I understood why we kept finding her everywhere we went."Were you at Delphi when I travelled there? Were you at Lebadeia?'

Now Marcella Naevia frowned and looked confused."Should I have been?'

"Statianus, Valeria's husband, was there. He had a misadventure.'

"I only look after the women,' she said."Only the women are at risk, you see.'

"Not true any longer,' I informed her curtly.

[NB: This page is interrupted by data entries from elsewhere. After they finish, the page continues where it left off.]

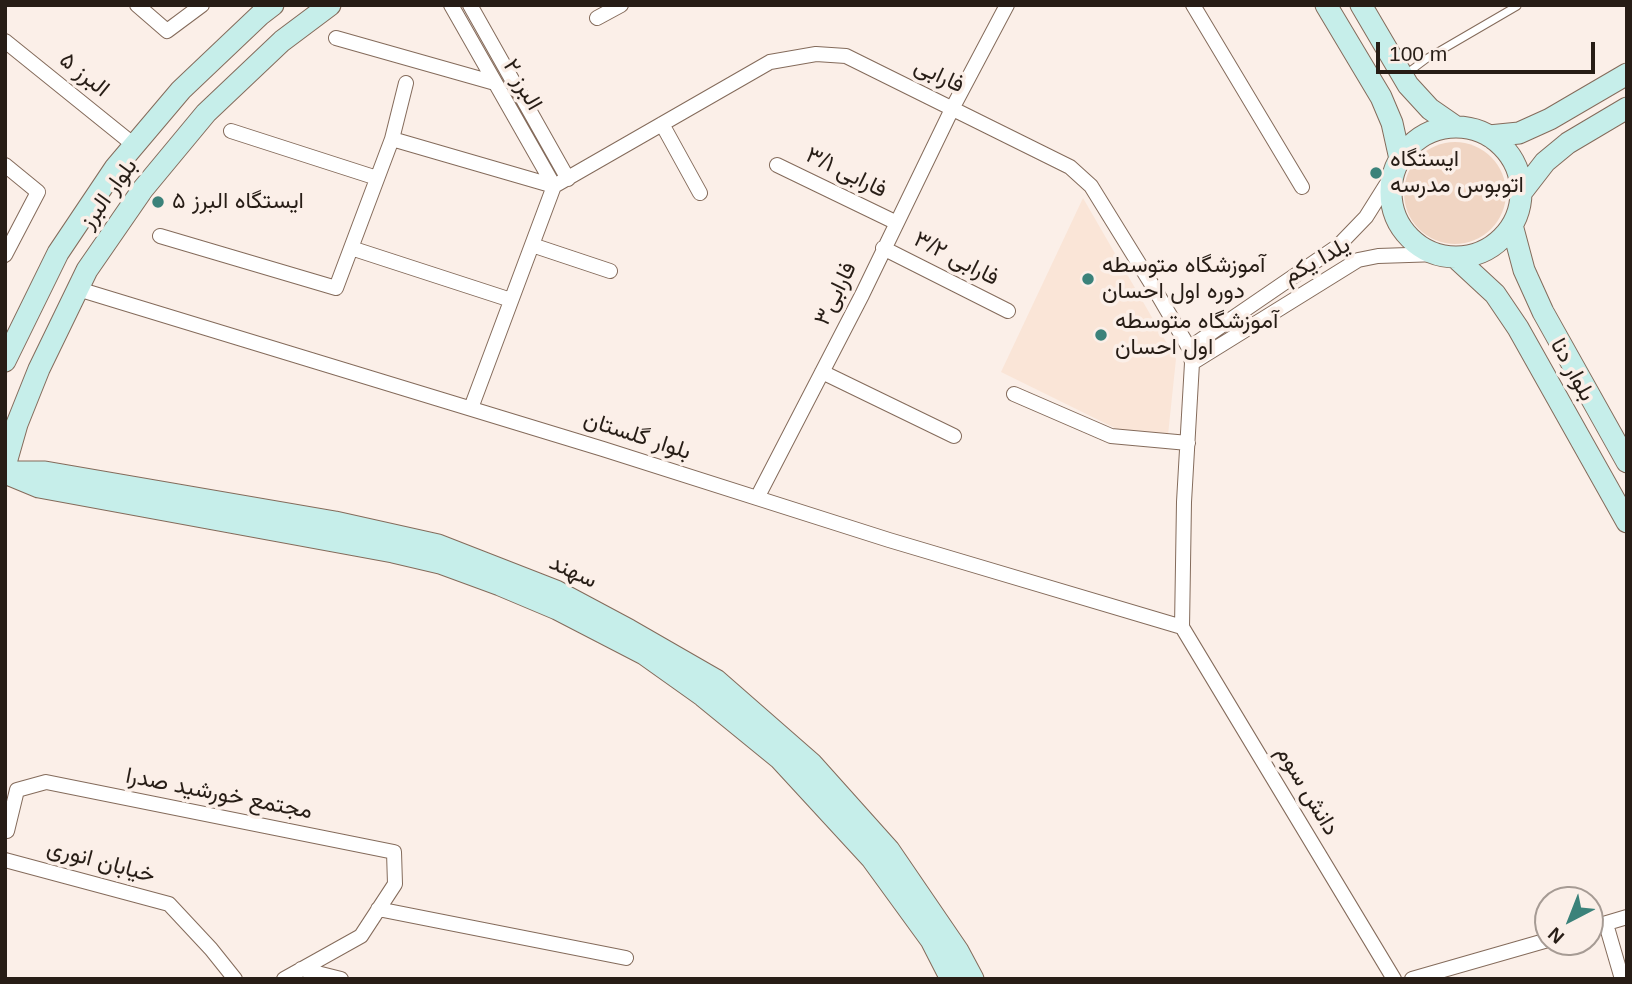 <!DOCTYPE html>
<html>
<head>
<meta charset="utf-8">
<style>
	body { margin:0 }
	#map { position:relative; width:1632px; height:984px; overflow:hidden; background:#fbefe8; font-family:Helvetica,sans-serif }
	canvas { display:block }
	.frame { position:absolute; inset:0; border:7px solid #271d16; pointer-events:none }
	.north { position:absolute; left:1534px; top:886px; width:70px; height:70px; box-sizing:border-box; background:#fbefe8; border:2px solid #a69b94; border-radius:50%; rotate:222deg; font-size:19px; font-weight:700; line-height:28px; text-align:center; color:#271d16 }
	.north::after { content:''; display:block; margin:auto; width:24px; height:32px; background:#3b827a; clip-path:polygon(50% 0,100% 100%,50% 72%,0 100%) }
	.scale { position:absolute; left:1376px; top:42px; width:219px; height:32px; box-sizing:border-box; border:4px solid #271d16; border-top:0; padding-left:9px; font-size:21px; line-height:24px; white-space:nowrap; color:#271d16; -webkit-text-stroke:5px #fbefe8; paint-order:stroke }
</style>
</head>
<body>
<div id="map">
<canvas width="1632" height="984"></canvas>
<div class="frame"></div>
<div class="north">N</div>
<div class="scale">100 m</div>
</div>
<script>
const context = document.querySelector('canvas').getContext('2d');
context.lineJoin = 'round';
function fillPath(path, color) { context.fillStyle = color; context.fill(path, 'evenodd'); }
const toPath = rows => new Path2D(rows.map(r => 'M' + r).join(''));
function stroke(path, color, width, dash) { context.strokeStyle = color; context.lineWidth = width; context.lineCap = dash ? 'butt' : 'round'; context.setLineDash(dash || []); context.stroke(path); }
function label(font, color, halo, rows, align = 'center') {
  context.font = font + ' Helvetica,Vazirmatn,sans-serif'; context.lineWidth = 7; context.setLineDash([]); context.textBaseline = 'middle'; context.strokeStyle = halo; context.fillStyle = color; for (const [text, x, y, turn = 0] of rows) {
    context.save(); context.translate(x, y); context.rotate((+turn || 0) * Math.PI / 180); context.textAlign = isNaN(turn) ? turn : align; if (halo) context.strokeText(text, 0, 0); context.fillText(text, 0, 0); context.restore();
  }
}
const built = toPath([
	[1083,198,1176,359,1168,435,1129,435,1001,372]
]);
const green = toPath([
	'1404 193a51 51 0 1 1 102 0a51 51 0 1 1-102 0Z'
]);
const lane = toPath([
	[1406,74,1426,59,1517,6]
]);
const street = toPath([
	[137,5,167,31,202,5],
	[451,5,554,186],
	[470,5,568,179],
	[1193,5,1302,187],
	[597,18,621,5],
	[336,38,495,83],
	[5,41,134,145],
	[662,124,700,193],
	[231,131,377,178],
	[392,139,406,83],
	[5,165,38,192,5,255],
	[777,165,895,222],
	[160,236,336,288,392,139,554,186],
	[532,245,610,271],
	[351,248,511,300],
	[883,248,1008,311],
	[78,289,603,449,889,540,1182,627],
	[1189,348,1338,246,1366,217,1393,174],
	[1192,363,1358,260,1378,256,1439,254],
	[822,372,954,436],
	[1014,394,1111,436,1188,443],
	[471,408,554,186,770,62,816,54,846,56,1070,167,1091,186,1154,288,1189,348,1192,363,1184,502,1182,627],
	[757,498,862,295,953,107,1007,5],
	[1182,627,1394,979],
	[7,831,17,790,46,782,394,852,395,884,361,936,284,979],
	[5,860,169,904,211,949,235,979],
	[378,909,626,958],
	[1606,924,1622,979],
	[1590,928,1627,917],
	[301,969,341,979],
	[1412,979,1548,940]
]);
const secondary = toPath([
	[1326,5,1381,97,1392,123,1400,159],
	[1361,5,1408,85,1430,109,1456,127],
	'1391 192a65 65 0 1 1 130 0a65 65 0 1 1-130 0Z',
	[1489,136,1519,133,1550,119,1627,74],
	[1521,193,1545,162,1568,143,1627,108],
	[1512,225,1524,270,1543,312,1627,462],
	[1455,257,1495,294,1518,328,1627,522],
	[5,361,58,253,115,168,181,90,260,15,273,5],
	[5,466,17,424,39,369,87,270,143,189,206,113,282,41,330,5],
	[5,472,45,472,335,522,438,545,556,591,629,630,716,680,812,764,889,850,958,951,973,979],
	[10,475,39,487,393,552,440,563,500,585,557,609,644,654,703,696,779,758,872,859,931,940,951,979]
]);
const markers = [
	[1376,173,7,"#3b827a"],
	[158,202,7,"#3b827a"],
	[1088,279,7,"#3b827a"],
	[1101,335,7,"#3b827a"]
];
const streetNames = [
	["البرز ۵",84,75,39],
	["فارابی",939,76,25],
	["البرز ۲",522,85,60],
	["فارابی ۳/۱",846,173,26],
	["بلوار البرز",109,194,-54],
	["فارابی ۳/۲",956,259,27],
	["یلدا یکم",1317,261,-29],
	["فارابی۳",836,294,-64],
	["بلوار دنا",1572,370,61],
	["بلوار گلستان",637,436,18],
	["سهند",573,572,25],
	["دانش سوم",1307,791,59],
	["مجتمع خورشید صدرا",219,794,11],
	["خیابان انوری",101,862,15]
];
const poiNames = [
	["ایستگاه",1390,160],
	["اتوبوس مدرسه",1390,186],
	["ایستگاه البرز ۵",172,202],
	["آموزشگاه متوسطه",1102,266],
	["دوره اول احسان",1102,292],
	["آموزشگاه متوسطه",1115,322],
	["اول احسان",1115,348]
];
fillPath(built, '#fae5d7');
fillPath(green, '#f0d5c3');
stroke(lane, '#846b5b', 9);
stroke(street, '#846b5b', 16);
stroke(secondary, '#846b5b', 23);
stroke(lane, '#fff', 7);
stroke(street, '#fff', 14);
stroke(secondary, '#c6eeea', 21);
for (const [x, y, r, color] of markers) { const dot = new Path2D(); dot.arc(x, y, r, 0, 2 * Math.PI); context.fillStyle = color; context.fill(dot); stroke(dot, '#fbefe8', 2.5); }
label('23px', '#271d16', '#fbefe8', streetNames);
label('23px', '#271d16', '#fbefe8', poiNames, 'left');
</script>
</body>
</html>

"I don't know about this.' She looked troubled."I have heard things about other tours… people die too often. Nobody seems to know or to do anything about it.'

With growing impatience, Aulus interrupted." We are doing something about it. You are holding us up here, Marcella Naevia. Tell us why you asked us to come tonight.'

"Well, Falc o-" She ignored Aulus. Middle-aged women generally did."I do not know if you realise this. they were both there.'

"Both? You mean Phineus and Polystratus?'

"At Olympia.'

"Which time?'

"Both times!'

Now that was new.

Marcella Naevia kept maundering; her manner was officious, though her subject matter was still muddled."The problem is, I was never certain which man was such a bother to my niece. Caesia just muttered how much she hated "that man." I always assumed she meant Phineus. It could have been either, I see that now.'

I had hoped Marcella Naevia would clarify the issue. A typical witness, she was making it worse. While I tried to think, she burbled on. Phineus was in charge. He was the most in evidence, whenever we moved on. He fixed up events, dinners, shopping excursions. Of course, whoever it was, it made no difference. Caesia and I went up the Hill of Cronus on our own account. He drove us to it, but you cannot bring him to justice for that.'

"Let's get it clear.' I addressed her firmly."Both men accompanied your tour? Nobody has told me that before. In fact, Caesia's father gave me a list of travellers which did not name Polystratus.'

"He came out after we started. It was supposed to be just for the Olympic Games. That was an excuse, we all thought, so he could watch the sports events at our expense.'

"Oh wonderful! Now – when Phineus fled back to Rome after your niece died, what did Polystratus do?'

"He had already left.'

I glanced at Aulus. That could mean it was Polystratus who had the guilty conscience. Maybe Phineus went after him, thinking that Polystratus really had killed Marcella Caesia. Maybe Phineus had a reason to think Polystratus attacked women. Maybe he knew Polystratus had done it on previous trips.

"And what about this year? You saw both men with the group again?'

"I suppose nobody told you that either?' demanded Caesia's aunt.

"When I first met the group at Olympus,' Aulus interrupted,"only Phineus was there.'

"Polystratus was in Rome by then,' I said."I saw him there myself. Unless he got back to Italy on winged horses.